We are using 4TB thin provisioned LUNs on our netapp. I have a 4TB datastore mapped to this lun (snapshots/reserve are turned off on the netapp side).
I am testing space reclamation with the esxcli storage vmfs unmap command. I filled the datastore to about 95% full, so around 3.8TB. I then deleted half of everything, and the datastore in ESXi now shows 2TB free. So, I run the esxcli unmap command, and it recovers only about 100GB of space. If I run it again, it'll recover another 70GB. If I run it again it'll reclaim another 70GB. Etc and so on.

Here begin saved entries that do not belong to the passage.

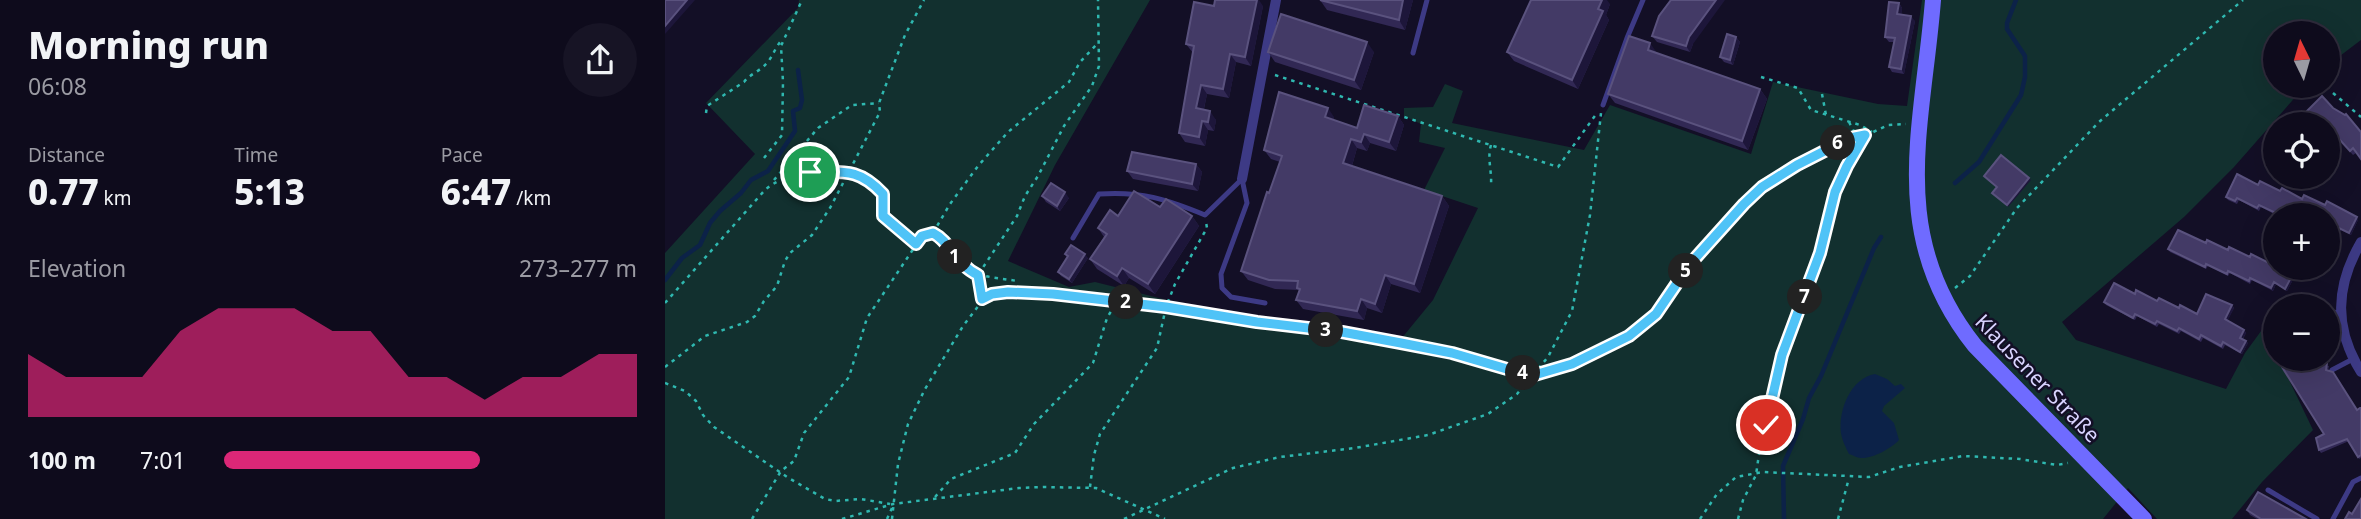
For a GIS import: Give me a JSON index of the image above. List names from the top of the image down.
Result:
{
  "streets": {
    "main road": ["Klausener Straße"]
  },
  "north": "top",
  "page": {
    "heading": ["Morning run", "06:08"],
    "map_buttons": ["+", "−"],
    "stats": [
      ["Distance", "0.77 km"],
      ["Time", "5:13"],
      ["Pace", "6:47 /km"]
    ],
    "pins": [
      "6",
      "1",
      "5",
      "7",
      "2",
      "3",
      "4"
    ],
    "chart": ["Elevation", "273–277 m"],
    "list": [
      {
        "name": "100 m",
        "note": "7:01"
      }
    ]
  }
}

So my question is, why is the unmap not reclaiming the full 2TB of space I freed up, and I need to keep running the unmap command over and over and over?
maybe due to some failed unmount iterations ...can you please look to ESXTOP to device view (u) with "ao" filed's enabled.

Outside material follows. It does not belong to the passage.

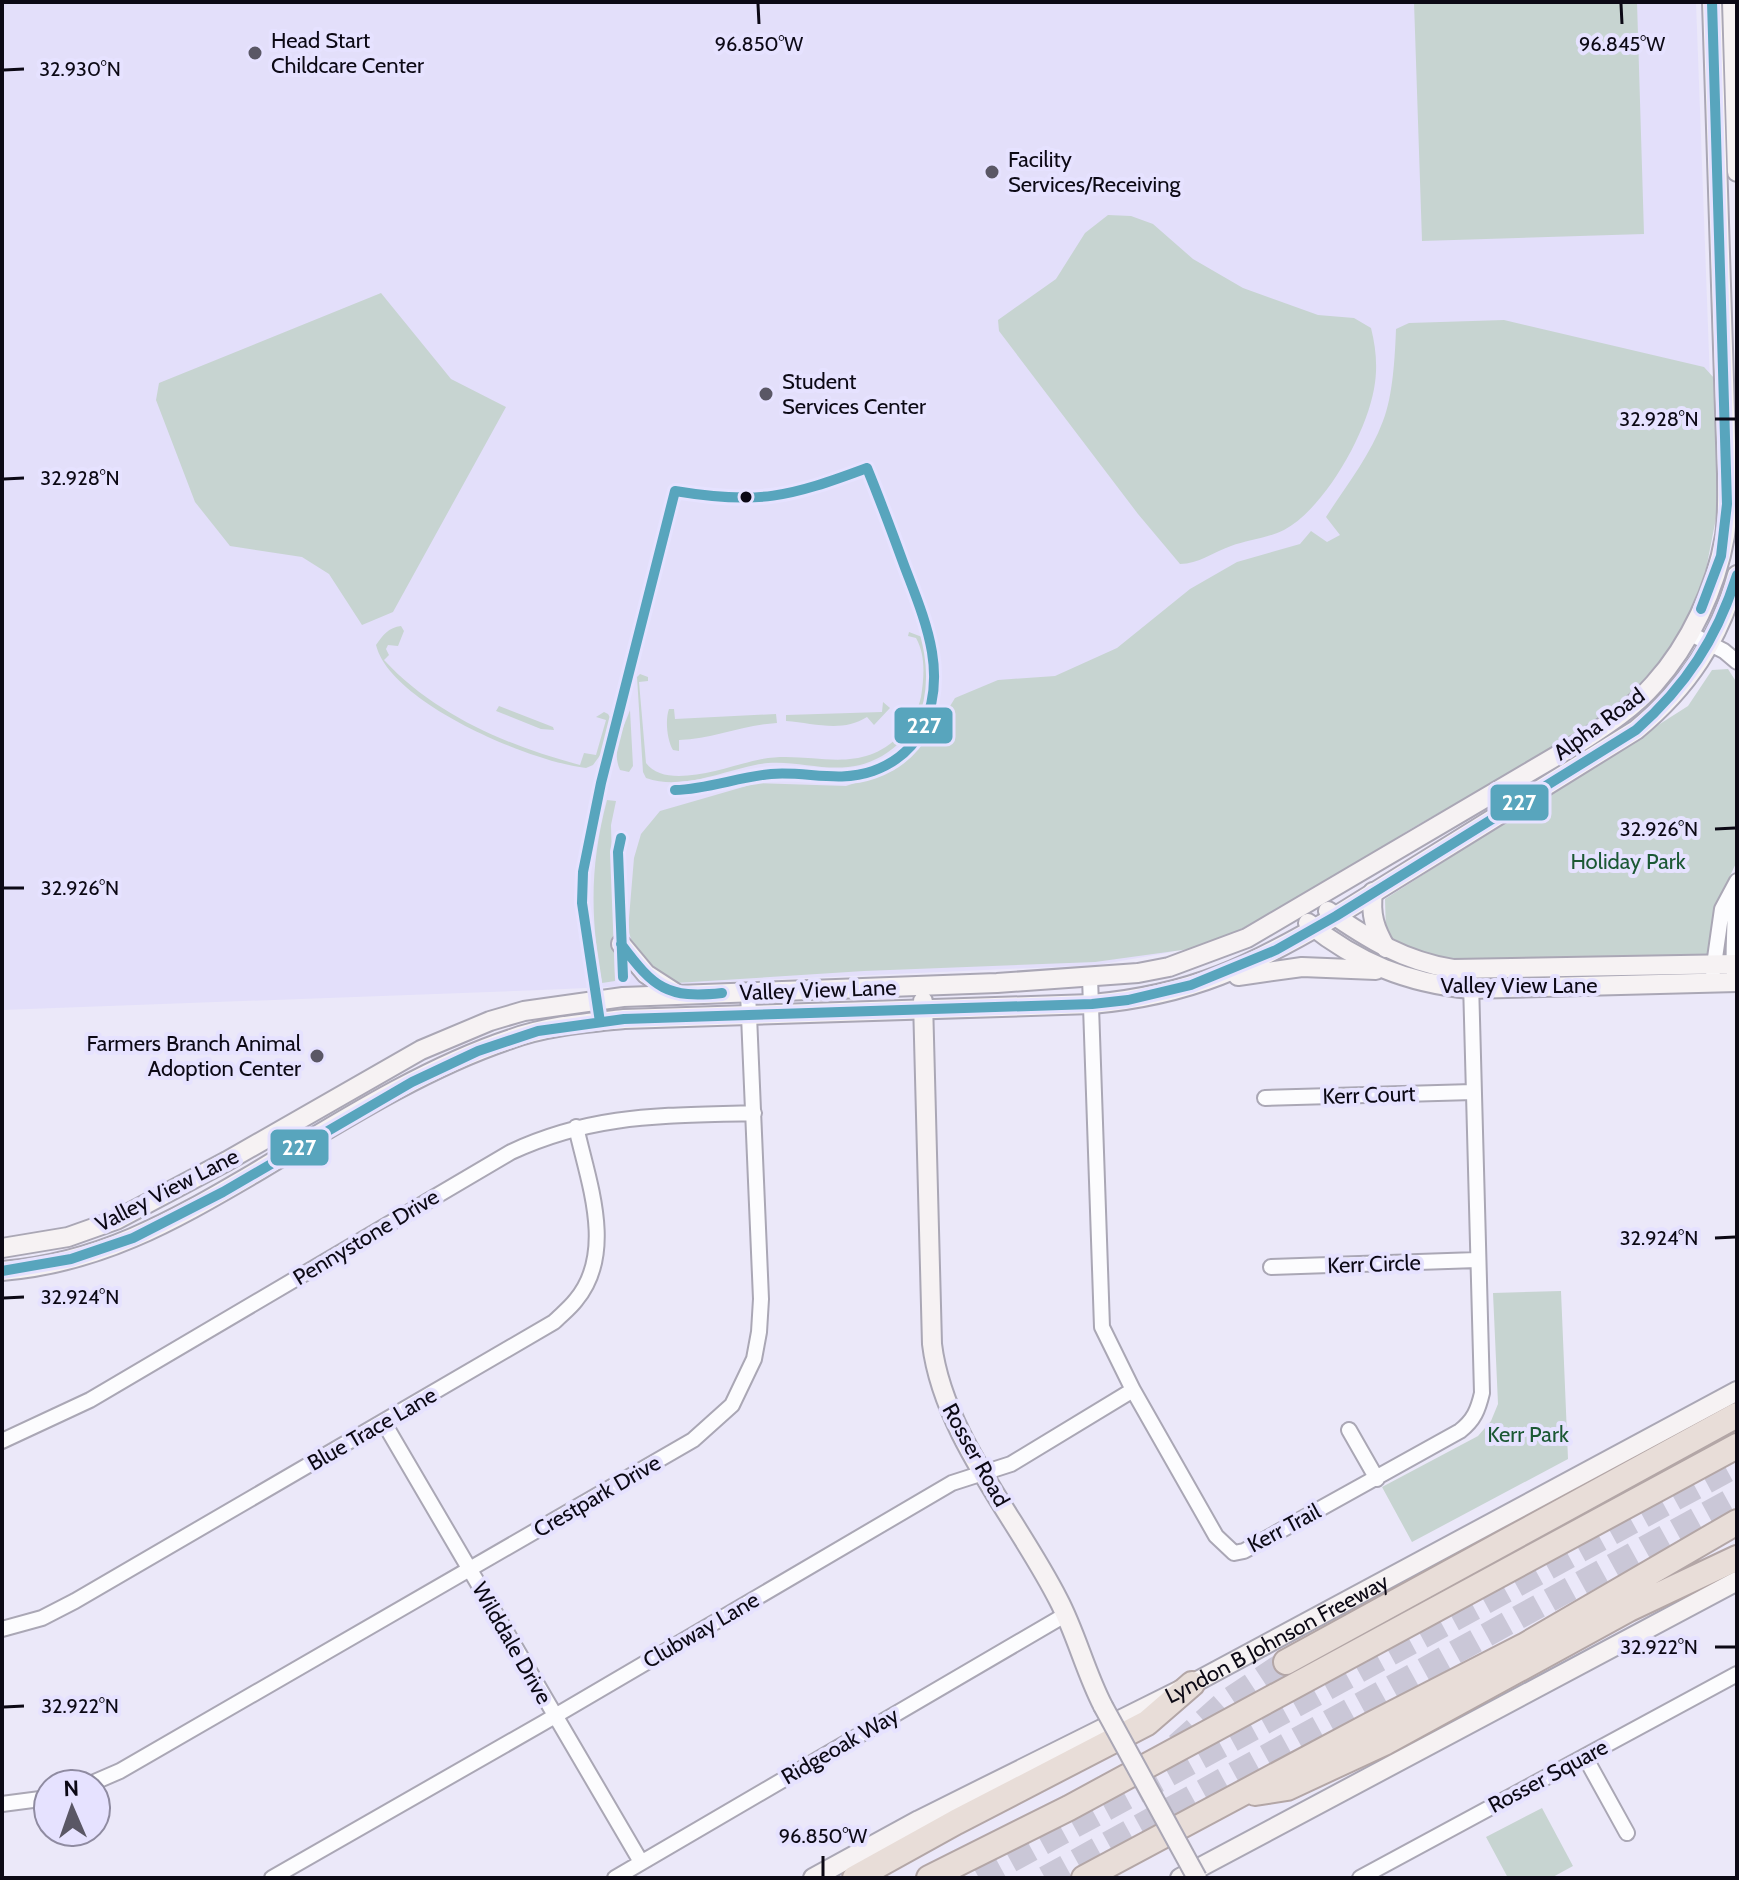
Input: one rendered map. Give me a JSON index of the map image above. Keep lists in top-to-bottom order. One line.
{"streets":{"main road":["Alpha Road","Valley View Lane","Rosser Road","Lyndon B Johnson Freeway"],"street":["Kerr Court","Pennystone Drive","Kerr Circle","Blue Trace Lane","Crestpark Drive","Kerr Trail","Clubway Lane","Wilddale Drive","Ridgeoak Way","Rosser Square"]},"crossings":[["Alpha Road","Valley View Lane"],["Valley View Lane","Rosser Road"],["Valley View Lane","Crestpark Drive"],["Valley View Lane","Kerr Trail"],["Kerr Court","Kerr Trail"],["Pennystone Drive","Blue Trace Lane"],["Pennystone Drive","Crestpark Drive"],["Kerr Circle","Kerr Trail"],["Blue Trace Lane","Wilddale Drive"],["Rosser Road","Clubway Lane"],["Rosser Road","Ridgeoak Way"],["Crestpark Drive","Wilddale Drive"],["Kerr Trail","Clubway Lane"],["Clubway Lane","Wilddale Drive"],["Wilddale Drive","Ridgeoak Way"]],"parks":["Holiday Park","Kerr Park"],"places":["Head Start Childcare Center","Facility Services/Receiving","Student Services Center","Farmers Branch Animal Adoption Center"],"lines":["transit line 227"],"north":"top","coordinates":["96.850°W","96.845°W","32.930°N","32.928°N","32.926°N","32.924°N","32.922°N"]}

Then check what values are in columns:
DELETE - total sum of successful unmap iterations
DELETE_F - unsuccessful UNMAP operations
MBDEL/s - MB deleted per second
In addition please post info about affected VMFS volume:
# vmkfstools -Ph -v 1 /vmfs/volumes/<volume label>
Message was edited by: vNEX
Did you run the command with default values for e.g. --reclaim-unit=xxx
Please see http://kb.vmware.com/kb/2057513 for details about command line options, and check what's supported/recommended by your storage vendor.
ESXTOP shows the following for my test lun device:
delete = 3702810
delete_F = 0
MBDEL/s = 0
Should I try watching esxtop while the vmfs unmap is actively running?
Here is the volume info.
VMFS-5.58 file system spanning 1 partitions.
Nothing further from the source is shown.